### Exercise requirements
What lines below mention the word "down"? Copy each one.

──────── Given records

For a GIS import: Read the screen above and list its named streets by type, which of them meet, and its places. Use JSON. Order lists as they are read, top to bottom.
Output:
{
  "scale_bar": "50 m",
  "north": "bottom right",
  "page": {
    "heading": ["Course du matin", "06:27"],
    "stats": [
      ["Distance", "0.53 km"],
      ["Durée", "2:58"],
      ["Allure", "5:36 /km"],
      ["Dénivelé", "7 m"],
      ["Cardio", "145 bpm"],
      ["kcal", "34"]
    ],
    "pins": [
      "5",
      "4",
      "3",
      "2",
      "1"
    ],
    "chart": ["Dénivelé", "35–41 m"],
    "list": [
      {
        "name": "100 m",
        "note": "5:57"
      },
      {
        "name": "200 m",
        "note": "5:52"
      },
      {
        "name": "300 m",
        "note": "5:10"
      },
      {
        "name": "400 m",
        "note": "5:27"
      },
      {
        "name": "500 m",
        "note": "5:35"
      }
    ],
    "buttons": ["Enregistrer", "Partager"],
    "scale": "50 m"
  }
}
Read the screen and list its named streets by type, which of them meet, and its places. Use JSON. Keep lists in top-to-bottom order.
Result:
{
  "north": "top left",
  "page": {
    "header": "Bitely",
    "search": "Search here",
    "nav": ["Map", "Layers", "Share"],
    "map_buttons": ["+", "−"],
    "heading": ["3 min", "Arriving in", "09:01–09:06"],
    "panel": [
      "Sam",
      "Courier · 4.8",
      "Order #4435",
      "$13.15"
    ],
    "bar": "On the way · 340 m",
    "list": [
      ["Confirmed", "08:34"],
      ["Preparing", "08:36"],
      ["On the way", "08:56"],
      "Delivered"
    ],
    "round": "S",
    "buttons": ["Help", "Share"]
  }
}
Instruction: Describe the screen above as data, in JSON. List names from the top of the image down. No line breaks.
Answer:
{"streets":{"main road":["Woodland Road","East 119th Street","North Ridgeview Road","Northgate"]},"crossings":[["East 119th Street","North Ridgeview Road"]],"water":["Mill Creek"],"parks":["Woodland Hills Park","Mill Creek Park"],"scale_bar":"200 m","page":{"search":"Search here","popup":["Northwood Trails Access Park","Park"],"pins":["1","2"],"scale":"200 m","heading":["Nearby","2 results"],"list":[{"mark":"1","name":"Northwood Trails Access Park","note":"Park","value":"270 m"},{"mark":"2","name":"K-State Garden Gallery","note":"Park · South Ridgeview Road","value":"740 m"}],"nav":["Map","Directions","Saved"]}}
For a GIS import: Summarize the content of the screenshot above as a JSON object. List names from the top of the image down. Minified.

────────────────

### Result
Instruction: Describe the screen above as data, in JSON. List names from the top of the image down. No line breaks.
For a GIS import: Summarize the content of the screenshot above as a JSON object. List names from the top of the image down. Minified.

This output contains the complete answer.